Council members with no discussion gave final approval to the budget for fiscal 2018, which starts July 1. The budget includes increases in the general and debt services funds, and a decrease in the capital improvement fund. The budget for this fiscal year is $106.4 million.
Town manager Steve Riley said after Tuesday’s meeting that the new budget will help the town recover from Hurricane Matthew and address other priorities.
“I think it’s a good, solid budget,” Mayor David Bennett said afterward. “It’s been heavily scrutinized. I think it’s sound. I think it strikes the right balance of cleaning up from Hurricane Matthew and all that’s associated with that, and moving forward on some important matters.”
Among other things, the budget will hit the pocketbooks of property owners, business operators and those who need an ambulance. Here’s a quick glance:
The millage rate for the town’s general fund is increasing by 1.18 mills. In addition, there is a new five-year, 5-mill rate to replenish the hurricane recovery fund.
In an example previously provided by the town, property taxes on a year-round home valued at $350,000 would increase by $86.52, or 27.9 percent.
Business license fees
The cost of business licenses will increase 15 percent.

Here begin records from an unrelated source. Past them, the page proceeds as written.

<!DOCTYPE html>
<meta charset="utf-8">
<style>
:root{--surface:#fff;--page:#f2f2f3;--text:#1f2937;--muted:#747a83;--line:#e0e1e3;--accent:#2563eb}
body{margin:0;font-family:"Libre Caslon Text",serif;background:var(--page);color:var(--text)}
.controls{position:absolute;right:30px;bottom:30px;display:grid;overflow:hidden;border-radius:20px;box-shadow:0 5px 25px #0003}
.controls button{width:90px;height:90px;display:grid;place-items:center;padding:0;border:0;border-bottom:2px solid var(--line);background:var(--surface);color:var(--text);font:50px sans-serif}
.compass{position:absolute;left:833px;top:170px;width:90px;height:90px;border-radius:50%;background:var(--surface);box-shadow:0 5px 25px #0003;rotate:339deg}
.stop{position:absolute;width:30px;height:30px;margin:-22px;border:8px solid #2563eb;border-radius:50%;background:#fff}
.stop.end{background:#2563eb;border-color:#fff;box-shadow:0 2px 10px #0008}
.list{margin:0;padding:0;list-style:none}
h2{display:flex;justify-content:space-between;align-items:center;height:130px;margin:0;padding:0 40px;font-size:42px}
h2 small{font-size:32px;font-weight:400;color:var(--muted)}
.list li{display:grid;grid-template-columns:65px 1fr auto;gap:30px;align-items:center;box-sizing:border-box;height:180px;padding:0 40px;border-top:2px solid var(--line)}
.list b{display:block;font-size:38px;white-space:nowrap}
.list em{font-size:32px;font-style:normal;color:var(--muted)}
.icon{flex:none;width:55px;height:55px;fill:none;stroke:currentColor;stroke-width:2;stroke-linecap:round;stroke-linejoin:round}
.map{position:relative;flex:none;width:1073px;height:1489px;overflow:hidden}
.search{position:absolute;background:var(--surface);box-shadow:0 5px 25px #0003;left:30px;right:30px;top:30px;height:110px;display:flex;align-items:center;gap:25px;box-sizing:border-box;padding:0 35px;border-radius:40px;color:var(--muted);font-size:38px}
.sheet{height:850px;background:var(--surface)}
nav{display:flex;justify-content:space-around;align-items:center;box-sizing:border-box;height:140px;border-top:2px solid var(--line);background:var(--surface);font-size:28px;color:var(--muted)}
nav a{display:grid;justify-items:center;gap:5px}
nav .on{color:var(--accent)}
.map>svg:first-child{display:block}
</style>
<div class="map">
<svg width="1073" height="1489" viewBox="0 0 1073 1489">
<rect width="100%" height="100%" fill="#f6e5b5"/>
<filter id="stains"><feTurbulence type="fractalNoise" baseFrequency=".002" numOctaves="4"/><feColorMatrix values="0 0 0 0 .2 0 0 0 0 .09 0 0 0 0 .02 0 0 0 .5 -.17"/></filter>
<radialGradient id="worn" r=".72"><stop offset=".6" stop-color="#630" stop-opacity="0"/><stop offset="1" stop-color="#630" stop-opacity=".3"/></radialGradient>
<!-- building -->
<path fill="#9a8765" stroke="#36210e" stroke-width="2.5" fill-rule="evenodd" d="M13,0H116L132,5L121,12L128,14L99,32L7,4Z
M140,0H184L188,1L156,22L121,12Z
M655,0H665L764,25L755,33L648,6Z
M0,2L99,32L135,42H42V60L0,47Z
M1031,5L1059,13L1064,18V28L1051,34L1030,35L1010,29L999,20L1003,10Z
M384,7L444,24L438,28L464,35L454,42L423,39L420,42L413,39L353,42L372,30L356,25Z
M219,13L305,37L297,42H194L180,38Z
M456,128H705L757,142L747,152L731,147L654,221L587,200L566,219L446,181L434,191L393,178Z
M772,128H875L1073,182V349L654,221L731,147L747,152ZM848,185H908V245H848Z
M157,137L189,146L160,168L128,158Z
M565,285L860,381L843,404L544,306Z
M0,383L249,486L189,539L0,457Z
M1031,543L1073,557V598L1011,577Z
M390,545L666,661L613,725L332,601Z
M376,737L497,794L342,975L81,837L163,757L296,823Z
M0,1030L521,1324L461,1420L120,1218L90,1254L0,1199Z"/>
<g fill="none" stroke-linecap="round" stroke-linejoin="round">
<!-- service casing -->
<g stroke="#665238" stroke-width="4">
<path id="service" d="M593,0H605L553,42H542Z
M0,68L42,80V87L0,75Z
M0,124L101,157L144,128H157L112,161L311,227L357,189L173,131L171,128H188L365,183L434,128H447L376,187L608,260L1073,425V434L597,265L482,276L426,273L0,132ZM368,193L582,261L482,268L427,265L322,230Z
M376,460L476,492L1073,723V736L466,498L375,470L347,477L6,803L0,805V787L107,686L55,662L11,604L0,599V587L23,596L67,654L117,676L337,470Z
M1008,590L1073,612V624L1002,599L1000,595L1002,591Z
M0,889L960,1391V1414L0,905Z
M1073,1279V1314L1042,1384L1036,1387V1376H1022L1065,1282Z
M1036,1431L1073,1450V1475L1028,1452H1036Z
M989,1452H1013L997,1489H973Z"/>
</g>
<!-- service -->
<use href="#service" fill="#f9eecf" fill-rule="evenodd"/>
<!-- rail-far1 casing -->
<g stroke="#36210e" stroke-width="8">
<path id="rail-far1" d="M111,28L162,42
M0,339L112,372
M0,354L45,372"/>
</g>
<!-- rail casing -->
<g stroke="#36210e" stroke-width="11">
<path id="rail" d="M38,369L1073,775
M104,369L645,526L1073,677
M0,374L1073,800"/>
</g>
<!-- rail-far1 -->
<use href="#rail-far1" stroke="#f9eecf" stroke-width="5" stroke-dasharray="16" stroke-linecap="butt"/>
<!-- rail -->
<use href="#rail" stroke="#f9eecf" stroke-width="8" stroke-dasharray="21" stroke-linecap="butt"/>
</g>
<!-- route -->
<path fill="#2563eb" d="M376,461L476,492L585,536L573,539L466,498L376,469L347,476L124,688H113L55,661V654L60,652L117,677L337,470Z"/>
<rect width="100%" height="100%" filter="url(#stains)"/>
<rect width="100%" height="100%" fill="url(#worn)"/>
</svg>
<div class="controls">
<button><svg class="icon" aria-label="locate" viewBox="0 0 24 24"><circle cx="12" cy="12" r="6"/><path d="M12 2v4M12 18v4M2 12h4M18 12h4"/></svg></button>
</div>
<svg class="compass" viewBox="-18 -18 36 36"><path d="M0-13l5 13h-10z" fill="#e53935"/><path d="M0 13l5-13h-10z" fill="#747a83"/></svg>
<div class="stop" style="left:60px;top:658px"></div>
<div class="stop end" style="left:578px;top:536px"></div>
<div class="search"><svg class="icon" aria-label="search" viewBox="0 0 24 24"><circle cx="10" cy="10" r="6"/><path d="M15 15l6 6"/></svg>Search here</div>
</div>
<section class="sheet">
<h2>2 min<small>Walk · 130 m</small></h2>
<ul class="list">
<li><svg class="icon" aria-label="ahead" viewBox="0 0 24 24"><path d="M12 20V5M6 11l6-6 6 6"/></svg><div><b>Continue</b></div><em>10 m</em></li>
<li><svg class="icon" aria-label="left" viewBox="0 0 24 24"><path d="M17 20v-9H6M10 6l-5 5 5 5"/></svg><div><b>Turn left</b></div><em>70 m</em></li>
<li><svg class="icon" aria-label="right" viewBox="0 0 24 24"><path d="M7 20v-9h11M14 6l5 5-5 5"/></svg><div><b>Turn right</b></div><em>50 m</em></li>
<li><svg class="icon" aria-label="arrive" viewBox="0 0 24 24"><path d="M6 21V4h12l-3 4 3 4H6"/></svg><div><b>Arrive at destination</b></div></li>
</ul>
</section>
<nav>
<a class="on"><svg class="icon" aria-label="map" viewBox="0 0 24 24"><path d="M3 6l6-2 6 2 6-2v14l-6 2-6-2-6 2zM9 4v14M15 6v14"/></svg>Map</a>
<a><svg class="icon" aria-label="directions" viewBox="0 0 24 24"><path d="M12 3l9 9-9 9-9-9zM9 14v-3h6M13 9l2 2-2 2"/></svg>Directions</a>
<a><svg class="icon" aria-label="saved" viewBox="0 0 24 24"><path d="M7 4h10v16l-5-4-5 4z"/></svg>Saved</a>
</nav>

This is the first time business license fees have increased in more than 20 years, said John Troyer, the town’s director of finance.
In examples previously given by the town, a resort earning $20 million in annual gross income would pay $2,205 more next fiscal year. A restaurant serving alcohol and earning an annual gross income of $2 million would pay $453 more, while a restaurant not serving alcohol and earning $1.6 million in gross income yearly would pay an additional $149.
The new budget increases the baseline cost of an ambulance ride and the per-mile transport fee, according to town documents.
Basic life support and a non-emergency ride will increase 15 percent to a base of $460. The most advanced level of care, which includes emergency transport for problems such as trauma or cardiac arrest, will increase slightly more than 15 percent, to $1,010. In all situations, the per-mile transport fee will increase $1 to $7.50.